(Task input)
####

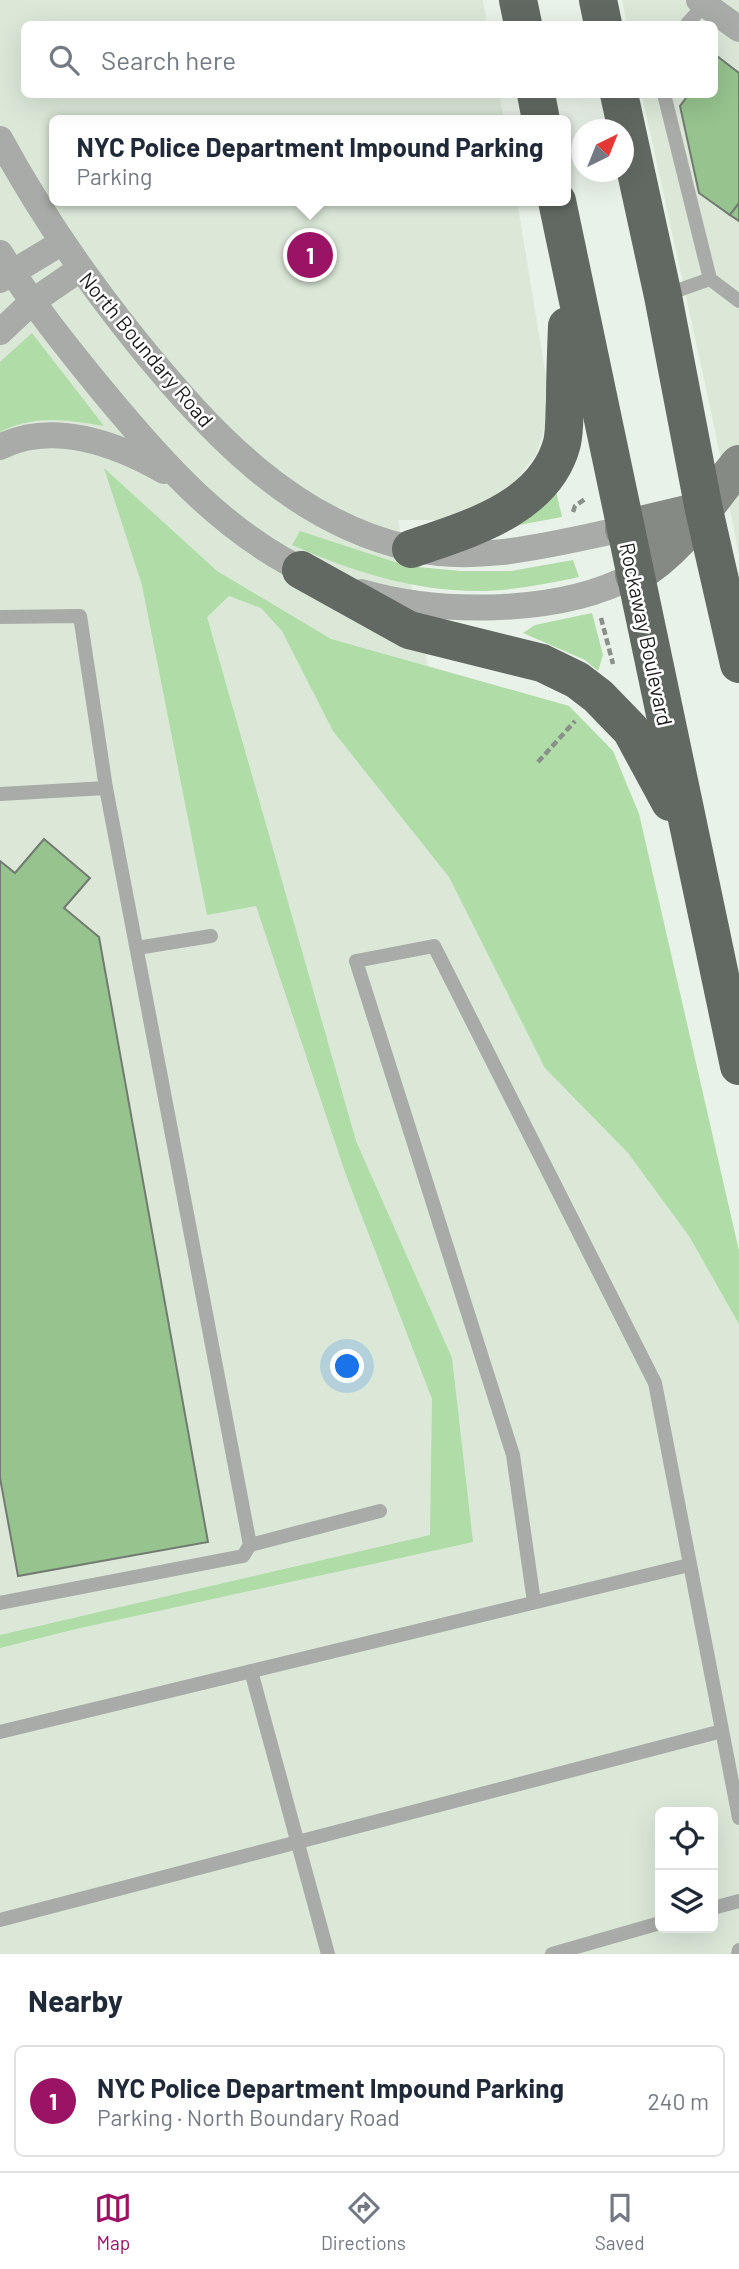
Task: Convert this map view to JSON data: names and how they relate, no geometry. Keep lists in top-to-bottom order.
{
  "streets": {
    "highway": ["Rockaway Boulevard"],
    "main road": ["North Boundary Road"]
  },
  "crossings": [
    ["North Boundary Road", "Rockaway Boulevard"]
  ],
  "north": "top right",
  "page": {
    "search": "Search here",
    "popup": ["NYC Police Department Impound Parking", "Parking"],
    "pins": "1",
    "heading": "Nearby",
    "list": [
      {
        "mark": "1",
        "name": "NYC Police Department Impound Parking",
        "note": "Parking · North Boundary Road",
        "value": "240 m"
      }
    ],
    "nav": ["Map", "Directions", "Saved"]
  }
}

####

The answer consists of the records repeated exactly, without any images.

Task: Convert this map view to JSON data: names and how they relate, no geometry. Keep lists in top-to-bottom order.
{
  "streets": {
    "highway": ["Rockaway Boulevard"],
    "main road": ["North Boundary Road"]
  },
  "crossings": [
    ["North Boundary Road", "Rockaway Boulevard"]
  ],
  "north": "top right",
  "page": {
    "search": "Search here",
    "popup": ["NYC Police Department Impound Parking", "Parking"],
    "pins": "1",
    "heading": "Nearby",
    "list": [
      {
        "mark": "1",
        "name": "NYC Police Department Impound Parking",
        "note": "Parking · North Boundary Road",
        "value": "240 m"
      }
    ],
    "nav": ["Map", "Directions", "Saved"]
  }
}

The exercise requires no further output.